## Problem description:
If a line of the data contains the word "worn", it is counted; report how many such lines there are and nothing else.

---- Records supplied

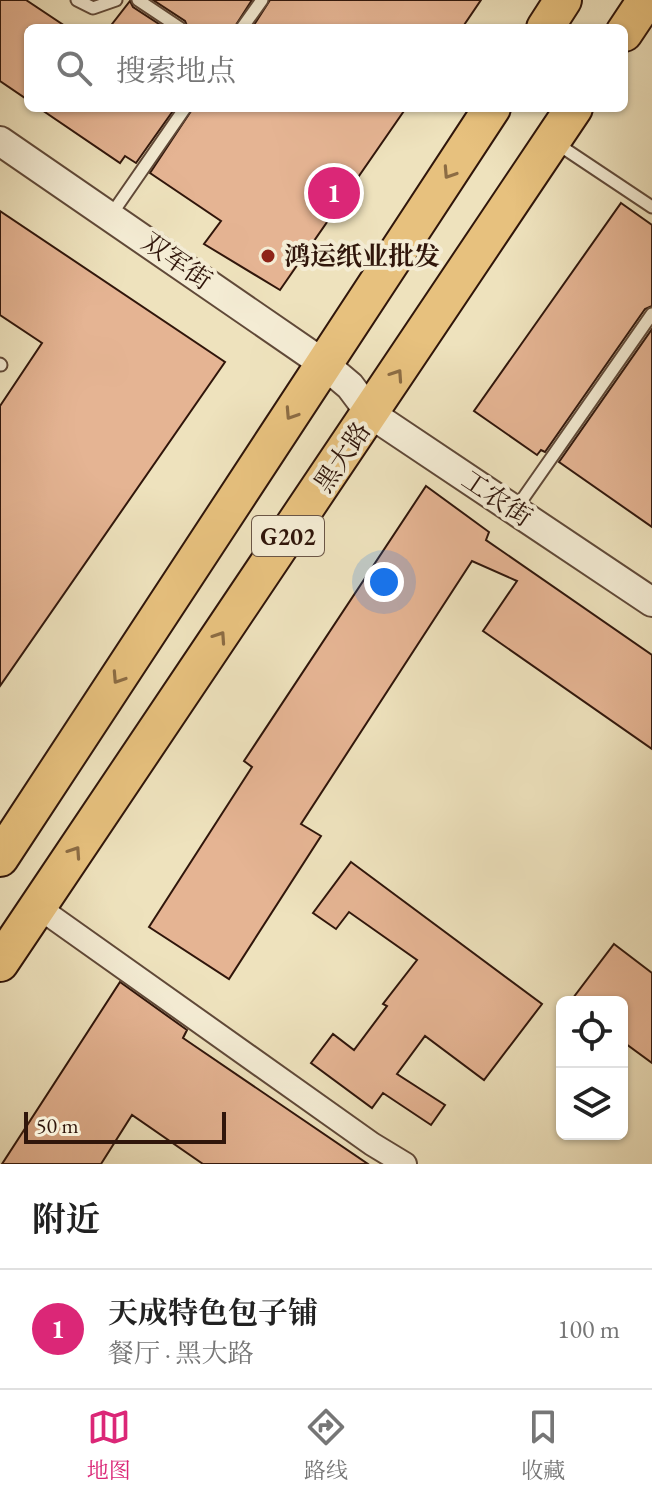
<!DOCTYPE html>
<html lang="zh">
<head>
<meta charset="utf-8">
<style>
	:root { --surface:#fff; --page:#f6f6f6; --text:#222; --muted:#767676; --line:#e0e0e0; --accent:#db2777 }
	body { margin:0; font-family:"EB Garamond","Noto Serif SC",serif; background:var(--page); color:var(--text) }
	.controls { position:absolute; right:24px; bottom:24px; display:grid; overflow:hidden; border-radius:12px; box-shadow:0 2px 6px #0004 }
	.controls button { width:72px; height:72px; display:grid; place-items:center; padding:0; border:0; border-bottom:2px solid var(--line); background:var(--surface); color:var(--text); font:40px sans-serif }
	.scale { position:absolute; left:24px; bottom:20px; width:202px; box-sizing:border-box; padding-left:8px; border:4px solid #30160b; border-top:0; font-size:22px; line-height:28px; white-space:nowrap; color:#30160b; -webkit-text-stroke:6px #f4ecd4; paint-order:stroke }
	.you { position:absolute; left:384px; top:582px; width:28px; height:28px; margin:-20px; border:6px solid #fff; border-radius:50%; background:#1a73e8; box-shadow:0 0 0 12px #1a73e833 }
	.badge { display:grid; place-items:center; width:52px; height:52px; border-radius:50%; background:var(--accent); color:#fff; font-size:26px; font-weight:700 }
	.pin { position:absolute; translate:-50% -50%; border:4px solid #fff; box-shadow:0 2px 8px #0006 }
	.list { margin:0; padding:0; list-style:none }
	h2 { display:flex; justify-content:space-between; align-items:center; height:104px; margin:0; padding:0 32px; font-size:34px }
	h2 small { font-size:26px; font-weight:400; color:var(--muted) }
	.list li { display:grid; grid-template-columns:52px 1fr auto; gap:24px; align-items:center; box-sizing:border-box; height:120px; padding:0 32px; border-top:2px solid var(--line) }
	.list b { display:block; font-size:30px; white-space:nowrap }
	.list p { margin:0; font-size:26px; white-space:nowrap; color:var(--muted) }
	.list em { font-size:26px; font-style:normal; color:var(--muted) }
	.icon { flex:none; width:44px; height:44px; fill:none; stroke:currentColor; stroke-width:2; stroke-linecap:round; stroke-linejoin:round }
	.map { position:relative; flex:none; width:652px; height:1164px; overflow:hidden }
	.search { position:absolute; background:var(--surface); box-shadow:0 2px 6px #0004; left:24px; right:24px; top:24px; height:88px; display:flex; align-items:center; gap:20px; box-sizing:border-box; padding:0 28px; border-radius:12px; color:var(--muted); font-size:30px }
	.sheet { height:224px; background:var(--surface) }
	nav { display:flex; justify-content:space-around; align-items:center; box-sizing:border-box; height:112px; border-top:2px solid var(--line); background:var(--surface); font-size:22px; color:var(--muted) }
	nav a { display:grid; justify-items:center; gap:4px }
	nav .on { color:var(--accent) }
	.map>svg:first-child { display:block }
</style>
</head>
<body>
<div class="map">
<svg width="652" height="1164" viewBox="0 0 652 1164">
	<rect width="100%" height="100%" fill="#eee2bd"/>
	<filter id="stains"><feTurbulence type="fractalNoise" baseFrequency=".0025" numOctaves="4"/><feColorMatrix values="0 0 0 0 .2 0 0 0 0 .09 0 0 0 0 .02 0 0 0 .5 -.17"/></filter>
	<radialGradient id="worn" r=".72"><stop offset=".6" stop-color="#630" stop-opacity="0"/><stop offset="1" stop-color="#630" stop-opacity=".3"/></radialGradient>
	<path fill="#e5b493" stroke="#30160b" stroke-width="2" d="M0,0H26L68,28H28V100L0,81Z
		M153,0H252L234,28H188L185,21Z
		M270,0H481L462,28H252Z
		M130,1L133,7L165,28H109Z
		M39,108H175L136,163L125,156L120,163Z
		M193,108H406L280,290L204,244L221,221L150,173Z
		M621,203L652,225V306L645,309L545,452L541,450L537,455L474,411Z
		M0,211L225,362L0,686V406L42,343L0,315Z
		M652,329V527L559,462Z
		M426,486L489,532L486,540L652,655V749L483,631L517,581L472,561L301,824L321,836L229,979L149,927L252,767L244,761Z
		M351,862L542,1004L484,1080L425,1036L397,1074L445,1105L431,1125L383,1093L372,1108L311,1063L333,1034L354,1050L387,1006L383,1004L417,960L349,912L336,929L313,913Z
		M614,944L652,973V1063L622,1041V1002H570Z
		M120,982L187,1030L183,1038L368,1164H203L132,1115L101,1164H2Z"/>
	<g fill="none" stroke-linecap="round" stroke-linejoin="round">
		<defs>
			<path id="service" d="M77,0L93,8L116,0
				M138,0L180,28
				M242,28L262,0
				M556,143L652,207
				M111,215L185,108
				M0,364L1,365
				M515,510L652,314"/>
			<path id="minor" d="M38,907L372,1144L405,1164"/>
			<path id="tertiary" d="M0,141L324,364L350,386L371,414L652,602"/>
			<path id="trunk" d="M545,28L563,0
				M624,33L646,0
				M0,858L492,108
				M0,963L574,108"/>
		</defs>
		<use href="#service" stroke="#604938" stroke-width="15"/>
		<use href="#minor" stroke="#604938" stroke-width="26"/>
		<use href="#tertiary" stroke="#604938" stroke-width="32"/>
		<use href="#trunk" stroke="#30160b" stroke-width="40"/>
		<use href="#service" stroke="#f4ecd4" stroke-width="11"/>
		<use href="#minor" stroke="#f4ecd4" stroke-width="22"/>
		<use href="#tertiary" stroke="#f4ecd4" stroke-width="28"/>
		<use href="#trunk" stroke="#e7c17e" stroke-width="36"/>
	</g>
	<defs><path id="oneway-chevron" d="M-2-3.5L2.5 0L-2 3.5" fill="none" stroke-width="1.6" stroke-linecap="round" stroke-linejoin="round" transform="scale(2)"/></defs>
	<g stroke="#8c6c44">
		<use href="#oneway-chevron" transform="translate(449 173) rotate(123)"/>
		<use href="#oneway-chevron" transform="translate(397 375) rotate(-56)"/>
		<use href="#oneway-chevron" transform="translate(291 414) rotate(123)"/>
		<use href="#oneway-chevron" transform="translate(220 637) rotate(-56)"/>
		<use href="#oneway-chevron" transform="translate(118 678) rotate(123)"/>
		<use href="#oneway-chevron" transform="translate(75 852) rotate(-56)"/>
	</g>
	<circle fill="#8f2418" stroke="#f4ecd4" stroke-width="3" cx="268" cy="256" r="8"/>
	<g text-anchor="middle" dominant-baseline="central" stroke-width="8" stroke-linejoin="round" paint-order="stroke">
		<rect fill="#f4ecd4" stroke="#6b5647" stroke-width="2" x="252" y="516" width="72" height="40" rx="6"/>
		<g font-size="24" font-weight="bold" fill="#30160b">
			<text x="288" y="536">G202</text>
		</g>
		<g font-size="26" font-weight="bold" fill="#30160b" stroke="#f4ecd4" text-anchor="start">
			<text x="284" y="256">鸿运纸业批发</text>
		</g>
		<g font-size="26" fill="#30160b" stroke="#f4ecd4">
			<text transform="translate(177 261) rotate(35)">双军街</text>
			<text transform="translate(342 457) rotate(-56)">黑大路</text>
			<text transform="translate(497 498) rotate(34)">工农街</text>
		</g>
	</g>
	<rect width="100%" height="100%" filter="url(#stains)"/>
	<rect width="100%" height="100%" fill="url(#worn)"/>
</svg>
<div class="controls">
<button><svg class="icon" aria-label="locate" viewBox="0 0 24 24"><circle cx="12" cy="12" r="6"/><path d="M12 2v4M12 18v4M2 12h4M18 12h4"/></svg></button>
<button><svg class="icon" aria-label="layers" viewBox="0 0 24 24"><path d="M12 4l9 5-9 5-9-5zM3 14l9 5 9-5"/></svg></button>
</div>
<div class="scale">50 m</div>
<div class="you"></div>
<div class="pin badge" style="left:334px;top:193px">1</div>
<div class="search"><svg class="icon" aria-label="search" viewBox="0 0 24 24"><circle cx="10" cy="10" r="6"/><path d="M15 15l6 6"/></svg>搜索地点</div>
</div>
<section class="sheet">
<h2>附近<small></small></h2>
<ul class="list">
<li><span class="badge">1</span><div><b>天成特色包子铺</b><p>餐厅 · 黑大路</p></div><em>100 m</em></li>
</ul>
</section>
<nav>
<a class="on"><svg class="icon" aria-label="map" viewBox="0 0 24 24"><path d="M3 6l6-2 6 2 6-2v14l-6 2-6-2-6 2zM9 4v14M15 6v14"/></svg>地图</a>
<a><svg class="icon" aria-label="directions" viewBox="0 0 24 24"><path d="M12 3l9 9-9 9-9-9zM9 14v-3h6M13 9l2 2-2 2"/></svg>路线</a>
<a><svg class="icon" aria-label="saved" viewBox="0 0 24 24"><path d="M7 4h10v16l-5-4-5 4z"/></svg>收藏</a>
</nav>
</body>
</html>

--------

## Output for this task:
2